** Opening Data to examine block **
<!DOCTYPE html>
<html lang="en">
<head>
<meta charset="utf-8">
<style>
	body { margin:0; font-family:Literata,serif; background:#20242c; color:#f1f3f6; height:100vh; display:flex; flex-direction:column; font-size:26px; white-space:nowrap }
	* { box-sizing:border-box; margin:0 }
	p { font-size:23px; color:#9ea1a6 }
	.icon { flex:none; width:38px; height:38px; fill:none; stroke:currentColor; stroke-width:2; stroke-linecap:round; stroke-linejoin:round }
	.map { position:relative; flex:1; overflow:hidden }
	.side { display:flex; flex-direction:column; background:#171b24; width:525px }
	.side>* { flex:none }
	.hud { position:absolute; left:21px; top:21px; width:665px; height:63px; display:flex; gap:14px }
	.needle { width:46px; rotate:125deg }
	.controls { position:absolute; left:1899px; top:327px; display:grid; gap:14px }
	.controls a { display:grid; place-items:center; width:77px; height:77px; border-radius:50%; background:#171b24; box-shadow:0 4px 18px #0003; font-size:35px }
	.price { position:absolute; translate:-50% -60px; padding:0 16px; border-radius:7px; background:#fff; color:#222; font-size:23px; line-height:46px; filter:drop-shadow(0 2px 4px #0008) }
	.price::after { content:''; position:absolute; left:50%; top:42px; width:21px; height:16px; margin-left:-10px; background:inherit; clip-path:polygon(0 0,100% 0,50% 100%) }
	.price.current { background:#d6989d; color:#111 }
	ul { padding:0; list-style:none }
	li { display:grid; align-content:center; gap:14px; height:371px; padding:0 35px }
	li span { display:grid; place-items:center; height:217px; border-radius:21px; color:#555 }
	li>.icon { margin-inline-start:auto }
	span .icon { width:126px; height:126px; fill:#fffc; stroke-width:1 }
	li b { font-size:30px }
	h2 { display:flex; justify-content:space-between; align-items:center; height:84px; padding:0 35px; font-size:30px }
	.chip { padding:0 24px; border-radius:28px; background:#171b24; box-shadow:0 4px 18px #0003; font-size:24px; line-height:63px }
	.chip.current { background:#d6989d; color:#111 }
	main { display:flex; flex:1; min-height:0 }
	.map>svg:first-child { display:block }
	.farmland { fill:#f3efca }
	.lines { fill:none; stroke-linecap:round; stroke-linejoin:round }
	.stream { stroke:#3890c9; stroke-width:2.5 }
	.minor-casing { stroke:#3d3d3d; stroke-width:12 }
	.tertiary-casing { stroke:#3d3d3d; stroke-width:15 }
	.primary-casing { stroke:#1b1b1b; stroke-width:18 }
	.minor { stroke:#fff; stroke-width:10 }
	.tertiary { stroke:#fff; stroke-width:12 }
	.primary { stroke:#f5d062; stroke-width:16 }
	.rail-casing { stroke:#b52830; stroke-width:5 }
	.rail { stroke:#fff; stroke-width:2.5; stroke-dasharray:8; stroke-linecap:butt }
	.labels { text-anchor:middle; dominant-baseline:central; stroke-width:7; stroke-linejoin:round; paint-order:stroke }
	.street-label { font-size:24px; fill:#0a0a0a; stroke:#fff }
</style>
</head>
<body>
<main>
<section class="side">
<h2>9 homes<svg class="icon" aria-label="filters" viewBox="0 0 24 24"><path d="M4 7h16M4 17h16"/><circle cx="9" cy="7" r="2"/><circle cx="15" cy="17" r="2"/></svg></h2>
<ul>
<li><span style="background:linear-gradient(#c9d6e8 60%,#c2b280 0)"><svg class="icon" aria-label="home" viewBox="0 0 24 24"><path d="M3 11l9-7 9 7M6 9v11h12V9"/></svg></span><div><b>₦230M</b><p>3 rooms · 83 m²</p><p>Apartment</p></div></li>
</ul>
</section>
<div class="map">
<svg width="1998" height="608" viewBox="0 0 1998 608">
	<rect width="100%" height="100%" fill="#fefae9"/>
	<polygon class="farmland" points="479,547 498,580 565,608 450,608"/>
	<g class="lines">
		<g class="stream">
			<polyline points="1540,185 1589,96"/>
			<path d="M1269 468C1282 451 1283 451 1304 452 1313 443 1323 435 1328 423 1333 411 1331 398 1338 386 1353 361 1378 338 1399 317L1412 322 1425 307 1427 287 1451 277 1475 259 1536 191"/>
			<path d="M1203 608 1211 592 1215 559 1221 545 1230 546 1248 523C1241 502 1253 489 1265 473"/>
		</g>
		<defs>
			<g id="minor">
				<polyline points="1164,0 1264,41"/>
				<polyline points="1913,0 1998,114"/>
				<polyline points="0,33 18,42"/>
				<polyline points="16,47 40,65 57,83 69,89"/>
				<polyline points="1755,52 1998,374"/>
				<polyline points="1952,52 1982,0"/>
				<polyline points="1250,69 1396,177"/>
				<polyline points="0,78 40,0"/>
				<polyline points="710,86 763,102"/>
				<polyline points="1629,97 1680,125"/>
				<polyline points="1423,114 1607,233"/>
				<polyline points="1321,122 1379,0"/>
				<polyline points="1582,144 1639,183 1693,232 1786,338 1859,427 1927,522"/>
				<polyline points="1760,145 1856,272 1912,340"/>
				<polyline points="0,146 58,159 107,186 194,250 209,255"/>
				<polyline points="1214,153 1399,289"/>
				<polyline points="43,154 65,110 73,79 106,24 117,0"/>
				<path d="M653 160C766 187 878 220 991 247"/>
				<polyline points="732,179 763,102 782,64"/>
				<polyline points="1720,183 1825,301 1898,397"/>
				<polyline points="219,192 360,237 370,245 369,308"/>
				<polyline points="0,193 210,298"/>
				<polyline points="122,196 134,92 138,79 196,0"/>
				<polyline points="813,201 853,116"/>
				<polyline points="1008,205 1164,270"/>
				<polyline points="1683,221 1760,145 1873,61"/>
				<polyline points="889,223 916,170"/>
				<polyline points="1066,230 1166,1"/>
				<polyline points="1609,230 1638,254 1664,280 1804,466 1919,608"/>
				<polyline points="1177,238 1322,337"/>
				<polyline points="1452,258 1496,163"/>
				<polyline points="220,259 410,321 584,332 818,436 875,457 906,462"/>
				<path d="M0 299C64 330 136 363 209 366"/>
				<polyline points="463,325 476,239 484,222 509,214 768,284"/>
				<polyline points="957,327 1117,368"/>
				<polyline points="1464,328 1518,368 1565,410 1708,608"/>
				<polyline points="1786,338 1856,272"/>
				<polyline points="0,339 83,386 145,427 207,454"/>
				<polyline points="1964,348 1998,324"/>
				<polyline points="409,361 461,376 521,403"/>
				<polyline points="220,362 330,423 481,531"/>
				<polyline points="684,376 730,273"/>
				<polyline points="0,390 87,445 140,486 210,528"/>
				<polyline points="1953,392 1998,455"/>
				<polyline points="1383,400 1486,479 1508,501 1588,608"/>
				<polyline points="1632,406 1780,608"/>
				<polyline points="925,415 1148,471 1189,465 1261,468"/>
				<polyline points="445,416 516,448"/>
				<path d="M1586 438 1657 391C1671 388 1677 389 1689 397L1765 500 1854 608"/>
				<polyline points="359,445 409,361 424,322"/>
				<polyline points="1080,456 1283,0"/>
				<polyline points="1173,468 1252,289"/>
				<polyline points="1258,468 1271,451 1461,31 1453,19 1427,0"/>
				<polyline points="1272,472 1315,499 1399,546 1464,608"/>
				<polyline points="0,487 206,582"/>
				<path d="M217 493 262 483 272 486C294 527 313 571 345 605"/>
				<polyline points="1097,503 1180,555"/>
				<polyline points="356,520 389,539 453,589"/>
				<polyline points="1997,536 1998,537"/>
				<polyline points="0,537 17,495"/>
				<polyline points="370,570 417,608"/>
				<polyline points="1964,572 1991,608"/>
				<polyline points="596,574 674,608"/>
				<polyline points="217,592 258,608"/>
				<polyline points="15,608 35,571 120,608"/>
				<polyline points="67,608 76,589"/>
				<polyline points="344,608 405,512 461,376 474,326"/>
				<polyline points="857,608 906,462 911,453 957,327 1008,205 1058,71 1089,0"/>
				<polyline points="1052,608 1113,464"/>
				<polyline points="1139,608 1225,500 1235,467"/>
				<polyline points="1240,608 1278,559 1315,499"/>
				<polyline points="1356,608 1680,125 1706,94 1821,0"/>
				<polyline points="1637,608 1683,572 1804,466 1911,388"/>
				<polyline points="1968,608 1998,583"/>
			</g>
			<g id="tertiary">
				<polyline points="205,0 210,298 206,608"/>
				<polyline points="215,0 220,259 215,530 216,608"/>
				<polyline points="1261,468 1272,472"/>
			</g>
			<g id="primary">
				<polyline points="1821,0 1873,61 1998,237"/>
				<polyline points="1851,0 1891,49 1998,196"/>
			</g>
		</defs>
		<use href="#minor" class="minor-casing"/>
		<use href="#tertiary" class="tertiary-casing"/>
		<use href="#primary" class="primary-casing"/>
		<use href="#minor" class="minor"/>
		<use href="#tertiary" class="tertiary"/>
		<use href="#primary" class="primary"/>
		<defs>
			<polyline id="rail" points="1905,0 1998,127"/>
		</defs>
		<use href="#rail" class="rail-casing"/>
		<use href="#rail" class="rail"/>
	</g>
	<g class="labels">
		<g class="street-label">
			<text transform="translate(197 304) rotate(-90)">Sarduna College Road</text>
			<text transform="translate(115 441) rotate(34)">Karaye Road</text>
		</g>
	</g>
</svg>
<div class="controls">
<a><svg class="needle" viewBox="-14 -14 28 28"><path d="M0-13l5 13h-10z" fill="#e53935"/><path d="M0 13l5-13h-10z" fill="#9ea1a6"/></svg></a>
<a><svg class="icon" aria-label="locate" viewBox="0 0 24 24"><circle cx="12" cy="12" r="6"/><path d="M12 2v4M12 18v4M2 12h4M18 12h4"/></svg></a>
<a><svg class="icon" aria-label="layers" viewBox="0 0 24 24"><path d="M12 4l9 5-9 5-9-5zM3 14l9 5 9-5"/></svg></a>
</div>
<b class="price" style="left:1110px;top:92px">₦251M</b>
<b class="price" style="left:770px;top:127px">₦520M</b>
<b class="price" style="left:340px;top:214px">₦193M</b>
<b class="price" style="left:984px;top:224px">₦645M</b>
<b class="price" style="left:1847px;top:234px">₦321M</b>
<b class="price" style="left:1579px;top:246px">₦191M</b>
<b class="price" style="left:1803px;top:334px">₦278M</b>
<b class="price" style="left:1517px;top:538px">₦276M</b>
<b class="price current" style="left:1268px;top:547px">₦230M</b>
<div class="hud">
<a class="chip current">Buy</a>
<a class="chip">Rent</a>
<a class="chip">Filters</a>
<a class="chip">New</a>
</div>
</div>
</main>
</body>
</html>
** Closing Data to examine block **
*Work item*. From the data above, state how many lines contain the string "polygon", offering no other words.

*Reply to the task*. 2